Il avoue sa "surprise" d'avoir été sollicité par de nombreux journalistes pour visiter son exploitation malgré le froid et la neige, dont beaucoup venus de Paris.

"Ce n'est pas évident, en pleine saison des vêlages, nous devons surveiller chaque mise-bas, c'est notre gagne-pain, et on a déjà eu 95 veaux cet hiver, ça fait du travail, heureusement je suis bien aidé" dit-il. "Mais ça me touche de voir autant d'attention sur l'agriculture".

M. Dijols ne fait pas partie des centaines de jeunes exploitants conviés jeudi à l'Elysée. "On ne m'a pas prévenu" dit-il à l'AFP. Mais il s'en fiche. "Toute ma famille viendra autour de Haute, c'est ce qui compte".

"Mes parents ont patiemment sélectionné et créé le troupeau et m'ont transmis un bon cheptel génétique". Ce qui lui a permis d'amortir la crise qui a frappé nombre d'autres éleveurs.

Installé depuis 2009, il échappe au redécoupage vivement contesté des zones défavorisées qui épargne les régions de montagne comme la sienne.

"Les aides que nous percevons nous permettent de vivre, même si je préférerais m'en passer bien sûr", dit-il. Si le consommateur devait acheter la viande de qualité qu'il produit à son prix de revient réel (sans aides), "peu de gens pourraient s'en offrir" juge-t-il.

- Travail "avec le vivant et avec la terre" -

Car sa vache "Haute", est une pure sang Aubrac, comme le reste du troupeau. L'aristocratie du plateau.
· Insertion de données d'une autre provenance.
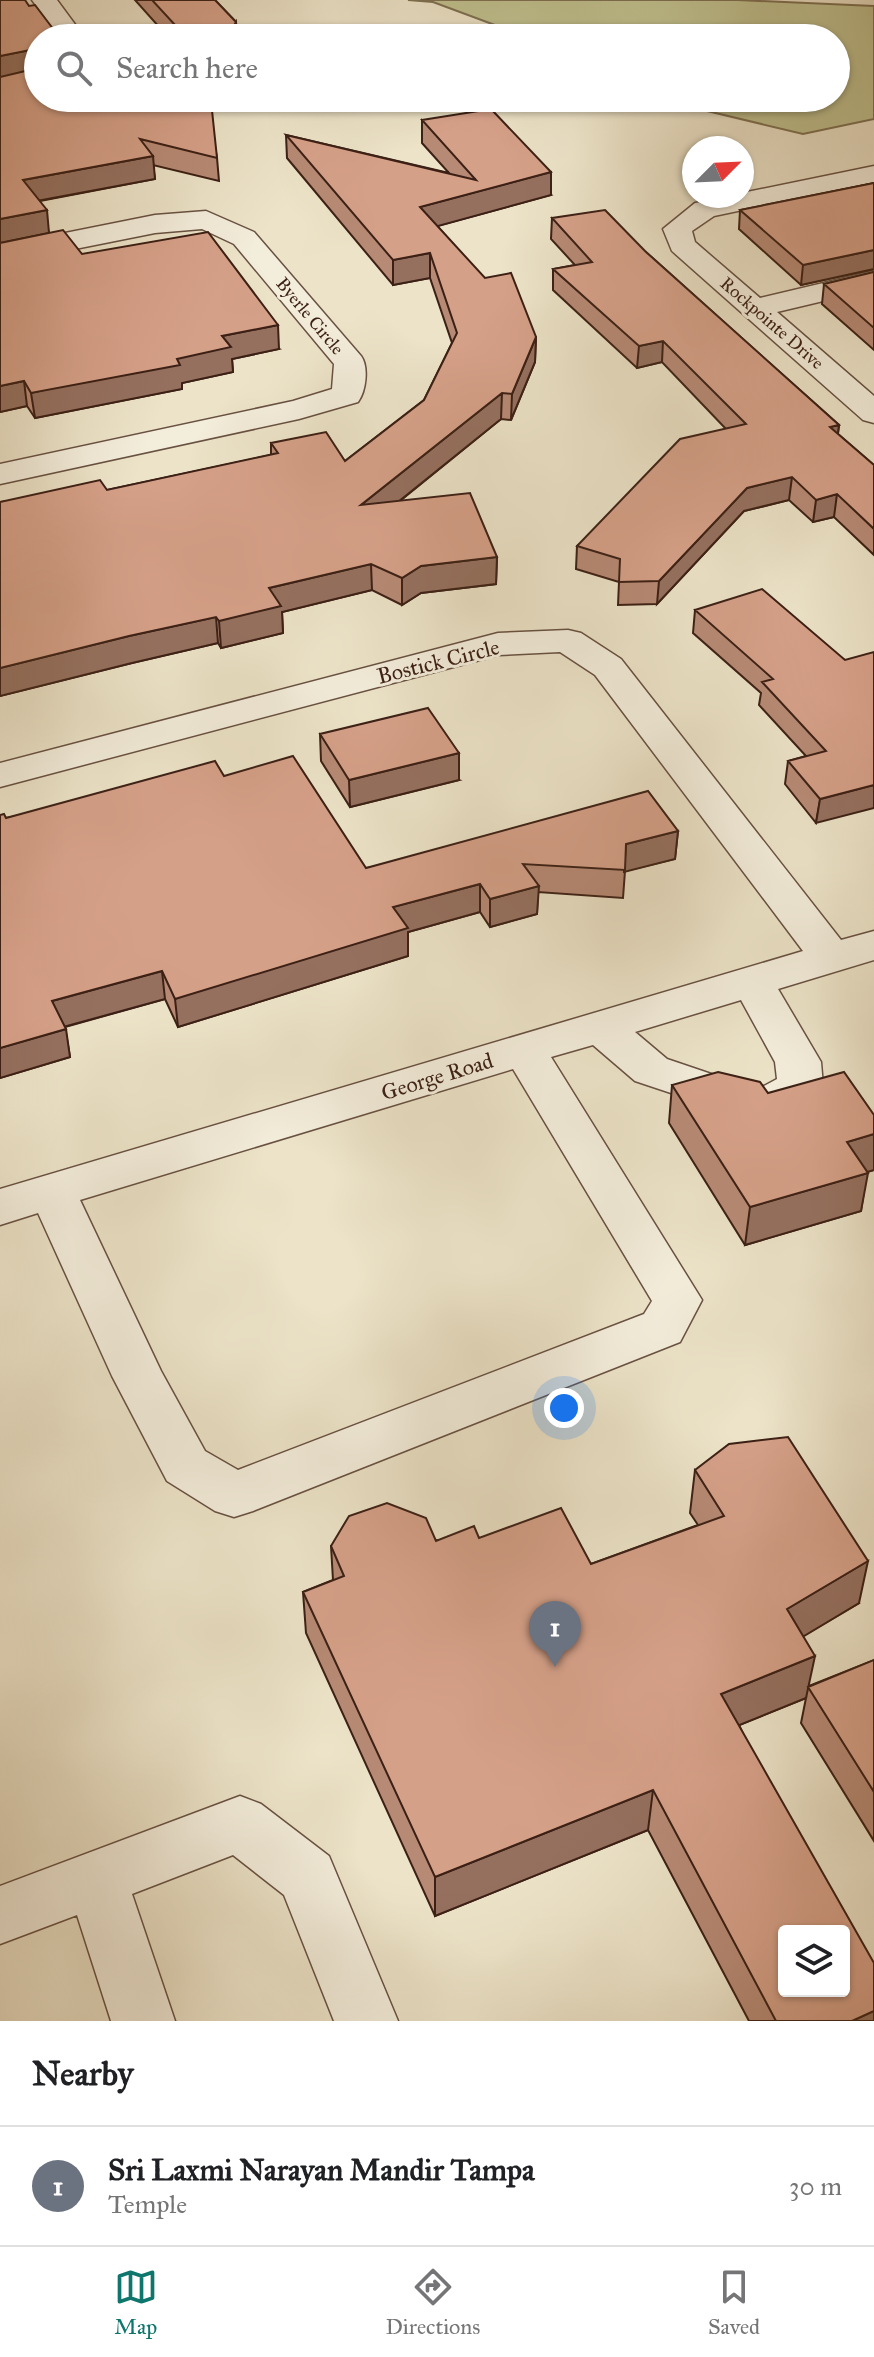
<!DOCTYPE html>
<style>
:root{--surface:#fff;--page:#f2f2f2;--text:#202124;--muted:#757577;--line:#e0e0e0;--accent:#0f766e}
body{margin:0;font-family:"IM FELL Great Primer",serif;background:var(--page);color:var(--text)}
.controls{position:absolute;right:24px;bottom:24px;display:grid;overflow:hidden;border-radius:8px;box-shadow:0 2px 6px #0004}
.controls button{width:72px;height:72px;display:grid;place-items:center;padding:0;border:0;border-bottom:2px solid var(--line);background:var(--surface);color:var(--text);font:40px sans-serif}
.compass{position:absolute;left:682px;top:136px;width:72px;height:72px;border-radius:50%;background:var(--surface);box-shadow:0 2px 6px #0004;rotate:66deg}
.you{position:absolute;left:564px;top:1408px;width:28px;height:28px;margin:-20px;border:6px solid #fff;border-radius:50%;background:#1a73e8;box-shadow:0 0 0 12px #1a73e833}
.badge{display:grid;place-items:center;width:52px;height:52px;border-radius:50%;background:var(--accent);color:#fff;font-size:26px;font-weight:700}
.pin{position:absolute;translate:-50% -66px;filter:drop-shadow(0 2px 4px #0008)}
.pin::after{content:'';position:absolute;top:42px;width:28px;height:24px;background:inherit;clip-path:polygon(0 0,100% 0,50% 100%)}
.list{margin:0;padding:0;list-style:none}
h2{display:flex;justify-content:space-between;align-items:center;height:104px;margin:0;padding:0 32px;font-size:34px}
h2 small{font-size:26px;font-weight:400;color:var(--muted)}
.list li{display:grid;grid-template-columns:52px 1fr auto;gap:24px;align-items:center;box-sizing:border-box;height:120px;padding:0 32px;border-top:2px solid var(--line)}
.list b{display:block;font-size:30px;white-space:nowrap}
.list p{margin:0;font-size:26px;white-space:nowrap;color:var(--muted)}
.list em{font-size:26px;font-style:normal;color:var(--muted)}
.icon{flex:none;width:44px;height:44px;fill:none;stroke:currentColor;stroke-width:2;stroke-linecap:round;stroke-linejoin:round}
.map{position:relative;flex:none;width:874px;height:2021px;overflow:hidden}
.search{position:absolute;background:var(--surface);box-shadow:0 2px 6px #0004;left:24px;right:24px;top:24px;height:88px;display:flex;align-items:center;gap:20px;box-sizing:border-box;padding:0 28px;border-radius:44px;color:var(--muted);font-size:30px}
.sheet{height:224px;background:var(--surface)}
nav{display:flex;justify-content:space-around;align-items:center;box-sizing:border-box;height:112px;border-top:2px solid var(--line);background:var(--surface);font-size:22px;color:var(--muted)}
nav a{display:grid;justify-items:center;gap:4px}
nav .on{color:var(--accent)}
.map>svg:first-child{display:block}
.green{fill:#c0c190;stroke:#7e7052;stroke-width:2}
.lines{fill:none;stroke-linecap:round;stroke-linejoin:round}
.minor-casing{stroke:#685142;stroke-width:3}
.minor{fill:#f3eddb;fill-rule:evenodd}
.wall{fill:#b78a75;stroke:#3c2015;stroke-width:2}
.shaded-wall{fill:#95705f;stroke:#3c2015;stroke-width:2}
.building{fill:#d5a088;stroke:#3c2015;stroke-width:2;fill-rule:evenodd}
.labels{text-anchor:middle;stroke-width:6;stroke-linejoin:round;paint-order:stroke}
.far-street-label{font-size:18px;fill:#3c2015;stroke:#f3eddb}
.street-label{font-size:22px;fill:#3c2015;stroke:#f3eddb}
</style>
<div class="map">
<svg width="874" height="2021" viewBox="0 0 874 2021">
<rect width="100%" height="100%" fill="#ece3c8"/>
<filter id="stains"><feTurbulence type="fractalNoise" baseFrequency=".0025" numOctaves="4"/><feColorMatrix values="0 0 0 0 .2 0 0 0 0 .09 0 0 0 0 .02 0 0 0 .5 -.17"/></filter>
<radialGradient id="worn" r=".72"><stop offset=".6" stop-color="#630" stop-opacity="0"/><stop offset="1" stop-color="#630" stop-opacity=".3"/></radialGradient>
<!-- green -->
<path class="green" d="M 408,0 L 738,0 L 874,6 L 874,119 L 803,134 L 653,98 L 836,98 L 836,38 L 530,38 L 433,2 Z"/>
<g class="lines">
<defs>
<path id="minor" d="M 32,0 L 57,0 L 85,38 L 60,38 Z
M 874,166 L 874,182 L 714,216 L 692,231 L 695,242 L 760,298 L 874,271 L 874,289 L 777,312 L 874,396 L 874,423 L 863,420 L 672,251 L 663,229 L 695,203 L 742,196 L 742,193 Z
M 206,211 L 254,232 L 361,356 C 369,367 366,391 358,402 L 299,419 L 0,484 L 0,464 L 293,401 L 332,389 L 334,364 L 234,244 L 202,229 L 155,233 L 0,264 L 0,246 L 155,215 Z
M 568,630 L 581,633 L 621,659 L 841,940 L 874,931 L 874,960 L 778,989 L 821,1062 L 823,1086 L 816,1097 L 786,1114 L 770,1119 L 725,1111 L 635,1081 L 593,1045 L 551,1057 L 702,1300 L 680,1342 L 253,1511 L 234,1517 L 215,1511 L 167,1481 L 112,1376 L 38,1213 L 0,1225 L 0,1189 L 803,951 L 595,675 L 560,652 L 499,655 L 0,787 L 0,763 L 498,633 ZM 741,1000 L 775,1062 L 777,1079 L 764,1086 L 729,1080 L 667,1059 L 635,1032 ZM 513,1069 L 652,1301 L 644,1314 L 238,1470 L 205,1451 L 161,1371 L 80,1200 Z
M 240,1796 L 261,1804 L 329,1856 L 398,2021 L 334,2021 L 284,1895 L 233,1855 L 132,1894 L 175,2021 L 111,2021 L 77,1915 L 0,1944 L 0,1886 Z"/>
</defs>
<!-- minor casing -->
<use href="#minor" class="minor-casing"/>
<!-- minor -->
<use href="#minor" class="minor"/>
</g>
<!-- wall -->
<path class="wall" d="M 135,0 L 215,0 L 236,22 L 237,38 L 169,38 Z
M 29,6 L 60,38 L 38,98 L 207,99 L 217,158 L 219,181 L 153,165 L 155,179 L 40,201 L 49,233 L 82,254 L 279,349 L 232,359 L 233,372 L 182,383 L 182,389 L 35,418 L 27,406 L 0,412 Z
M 422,120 L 551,195 L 437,226 L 536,337 L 535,362 L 511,420 L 501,419 L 400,501 L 497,557 L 496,584 L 421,593 L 402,605 L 372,590 L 282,612 L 283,633 L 221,648 L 218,643 L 132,663 L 0,696 L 0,502 L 107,490 L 271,455 L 271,443 L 345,461 L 424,400 L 452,343 L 430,278 L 393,285 L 287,158 L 286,135 L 449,173 L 422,143 Z
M 874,183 L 874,269 L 801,285 L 739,229 L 740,210 Z
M 552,218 L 646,252 L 839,425 L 838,434 L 874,465 L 874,555 L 834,517 L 813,522 L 789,500 L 744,511 L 657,604 L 618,605 L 619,582 L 576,569 L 577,546 L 726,429 L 662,362 L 637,368 L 553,290 L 553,269 L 575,265 L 551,239 Z
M 874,272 L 874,350 L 822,304 L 824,284 Z
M 695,610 L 845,660 L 816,823 L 785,784 L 788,761 L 806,756 L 759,705 L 761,693 L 693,633 Z
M 320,734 L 459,780 L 350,807 L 321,761 Z
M 224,776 L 366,868 L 678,831 L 675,859 L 625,871 L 623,898 L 538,892 L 537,914 L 490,927 L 480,912 L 408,932 L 408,956 L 178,1027 L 165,999 L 65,1027 L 70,1057 L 0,1078 L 0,815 L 6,818 Z
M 672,1085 L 768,1093 L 874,1170 L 867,1172 L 861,1211 L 745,1245 L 669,1123 Z
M 695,1470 L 859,1603 L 803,1636 L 809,1686 L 874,1660 L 874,1841 L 801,1723 L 806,1698 L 739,1725 L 874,2021 L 749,2021 L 648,1830 L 435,1916 L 306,1633 L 303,1592 L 333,1580 L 331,1546 L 479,1538 L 591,1564 L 698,1525 L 690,1513 Z"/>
<!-- shaded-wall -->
<path class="shaded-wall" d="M 236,22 L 237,38 L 227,38 Z
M 35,49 L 37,71 L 0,79 L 0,56 Z
M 153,156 L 155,179 L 26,203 L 23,180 Z
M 551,172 L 551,195 L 420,231 L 420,207 Z
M 47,210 L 49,233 L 0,243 L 0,219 Z
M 874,250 L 874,269 L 801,285 L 803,265 Z
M 430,253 L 430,278 L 393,285 L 393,260 Z
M 278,325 L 279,349 L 232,359 L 233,372 L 182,383 L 182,389 L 35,418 L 31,393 L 177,359 L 222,336 Z
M 536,337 L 535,362 L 511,420 L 512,394 Z
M 663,341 L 662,362 L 637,368 L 639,346 Z
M 24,381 L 27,406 L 0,412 L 0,386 Z
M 502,393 L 501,419 L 362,531 L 361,505 Z
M 839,425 L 836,447 L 830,427 Z
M 792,477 L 789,500 L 744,511 L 657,604 L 659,581 L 747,488 Z
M 837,494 L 834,517 L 813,522 L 816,500 Z
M 497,557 L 496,584 L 421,593 L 402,605 L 402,578 L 421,566 Z
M 371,564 L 372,590 L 282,612 L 283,633 L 221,648 L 219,621 L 269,588 Z
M 216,617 L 218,643 L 132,663 L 0,696 L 0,668 L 129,636 Z
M 459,753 L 459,780 L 350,807 L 349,780 Z
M 874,785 L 874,808 L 816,823 L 820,799 Z
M 678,831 L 675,859 L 624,872 L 626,844 Z
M 480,884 L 480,912 L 408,932 L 408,956 L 178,1027 L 175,999 L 393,907 Z
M 539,886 L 537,914 L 490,927 L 490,899 Z
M 162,971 L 165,999 L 56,1029 L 52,1001 Z
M 66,1029 L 70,1057 L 0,1078 L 0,1048 Z
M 874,1134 L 874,1170 L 840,1180 L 847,1142 Z
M 868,1173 L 861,1211 L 745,1245 L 750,1207 Z
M 868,1561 L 859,1603 L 779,1651 L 787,1609 Z
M 815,1656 L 806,1698 L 715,1735 L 721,1694 Z
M 653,1790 L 648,1830 L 435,1916 L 435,1877 Z
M 874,2011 L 874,2021 L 852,2021 Z"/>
<!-- building -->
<path class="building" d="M 0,0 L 25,0 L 29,6 L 35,5 L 60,38 L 38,38 L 38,52 L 35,49 L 0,56 Z
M 152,0 L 215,0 L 236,22 L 227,38 L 187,38 Z
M 38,68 L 38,98 L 205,98 L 211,101 L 217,158 L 140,139 L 153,156 L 23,180 L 47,210 L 0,219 L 0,77 Z
M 491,109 L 551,172 L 420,207 L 485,278 L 511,273 L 536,337 L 512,394 L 502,393 L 361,505 L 470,493 L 497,557 L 421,566 L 402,578 L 371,564 L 269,588 L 281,606 L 219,621 L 216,617 L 129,636 L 0,668 L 0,502 L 100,480 L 107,490 L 278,453 L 271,443 L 326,432 L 345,461 L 424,400 L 457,333 L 430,253 L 393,260 L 286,135 L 476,180 L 422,120 Z
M 874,183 L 874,250 L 803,265 L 740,210 Z
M 605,210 L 646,252 L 839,425 L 830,427 L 874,465 L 874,529 L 837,494 L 816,500 L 792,477 L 747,488 L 659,581 L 619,582 L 620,559 L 577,546 L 680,439 L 746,424 L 663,341 L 639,346 L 553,269 L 592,262 L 552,218 Z
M 63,230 L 82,254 L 208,232 L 278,325 L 222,336 L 231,347 L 177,359 L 180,365 L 31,393 L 24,381 L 0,386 L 0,243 Z
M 874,272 L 874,328 L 824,284 Z
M 762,589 L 845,660 L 874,652 L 874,785 L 820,799 L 788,761 L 826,751 L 762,682 L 773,679 L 695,610 Z
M 428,708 L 459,753 L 349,780 L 320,734 Z
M 293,756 L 366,868 L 648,791 L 678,831 L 626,844 L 625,870 L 523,864 L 539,886 L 490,899 L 480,884 L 393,907 L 408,928 L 175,999 L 162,971 L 52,1001 L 66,1029 L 0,1048 L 0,815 L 4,814 L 6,818 L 215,761 L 224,776 Z
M 718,1072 L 760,1082 L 768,1093 L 844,1072 L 874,1115 L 874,1134 L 847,1142 L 868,1173 L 750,1207 L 672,1085 Z
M 788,1437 L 868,1561 L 787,1609 L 815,1656 L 721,1694 L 874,1963 L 874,2011 L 852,2021 L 776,2021 L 653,1790 L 435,1877 L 303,1592 L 344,1576 L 331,1546 L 349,1516 L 387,1503 L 426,1518 L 436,1541 L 474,1526 L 479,1538 L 561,1508 L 591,1564 L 724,1516 L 695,1470 L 729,1444 ZM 784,1931 L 844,1931 L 844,1991 L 784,1991 Z
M 874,1660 L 874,1792 L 808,1687 Z"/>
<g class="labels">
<!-- far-street labels -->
<g class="far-street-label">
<text transform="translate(310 316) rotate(50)" y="6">Byerle Circle</text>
<text transform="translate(772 323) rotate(41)" y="6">Rockpointe Drive</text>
</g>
<!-- street labels -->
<g class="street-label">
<text transform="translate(438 661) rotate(-14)" y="8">Bostick Circle</text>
<text transform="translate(437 1076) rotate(-17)" y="8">George Road</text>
</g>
</g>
<rect width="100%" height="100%" filter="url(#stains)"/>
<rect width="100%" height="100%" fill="url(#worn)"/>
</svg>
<div class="controls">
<button><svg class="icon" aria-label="layers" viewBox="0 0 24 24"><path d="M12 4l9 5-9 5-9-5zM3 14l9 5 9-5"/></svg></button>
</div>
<svg class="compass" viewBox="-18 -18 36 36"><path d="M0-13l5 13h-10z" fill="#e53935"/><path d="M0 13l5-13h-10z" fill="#757577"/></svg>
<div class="you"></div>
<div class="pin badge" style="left:555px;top:1667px;background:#6b7280">1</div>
<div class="search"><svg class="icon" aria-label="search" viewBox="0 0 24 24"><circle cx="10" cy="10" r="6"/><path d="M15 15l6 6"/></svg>Search here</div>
</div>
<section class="sheet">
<h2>Nearby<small></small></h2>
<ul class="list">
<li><span class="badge" style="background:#6b7280">1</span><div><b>Sri Laxmi Narayan Mandir Tampa</b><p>Temple</p></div><em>30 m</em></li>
</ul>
</section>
<nav>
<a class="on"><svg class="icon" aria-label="map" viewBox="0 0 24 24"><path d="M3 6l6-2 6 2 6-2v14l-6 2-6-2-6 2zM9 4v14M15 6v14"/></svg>Map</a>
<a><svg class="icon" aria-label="directions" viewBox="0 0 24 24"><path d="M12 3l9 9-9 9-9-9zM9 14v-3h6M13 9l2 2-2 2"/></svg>Directions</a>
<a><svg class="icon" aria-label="saved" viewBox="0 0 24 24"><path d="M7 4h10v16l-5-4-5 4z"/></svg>Saved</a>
</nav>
Ses veaux produisent de la viande Label rouge.

Jeudi matin, toutes les bêtes du secteur qui partent pour Paris, dont Haute, seront regroupées sur la grand place de Laguiole. "C'est la tradition, ceux qui ne viennent pas à Paris peuvent venir les voir," explique M. Dijols.

Au milieu de la place, trône depuis 70 ans une statue de taureau en bronze. Symbole de ce terroir. "Notre Tour Eiffel à nous" dit l'éleveur.

Il avoue volontiers ne pas être "à la mode d'aujourd'hui, le circuit-court", la vente directe. "Je vends mes bêtes au boucher et je lui achète ensuite la viande".

"Si j'habitais plus près d'une grande ville, je m'y mettrais, mais nous sommes trop loin des lieux de consommation", estime-t-il. A chacun son métier. Et puis, c'est un boucher qui s'est démené pour faire reconnaître la qualité du boeuf fermier Aubrac label rouge.

Sur son métier, il est intarissable. "Nous travaillons avec le vivant, et avec la terre, c'est unique" dit-il.

"Si le plateau de l'Aubrac est si beau, c'est parce qu'il est paturé, et notre sol, c'est le patrimoine qu'on nous a transmis, avec l'herbe, les chemins, les haies qu'on entretient, j'espère le transmettre à d'autres un jour".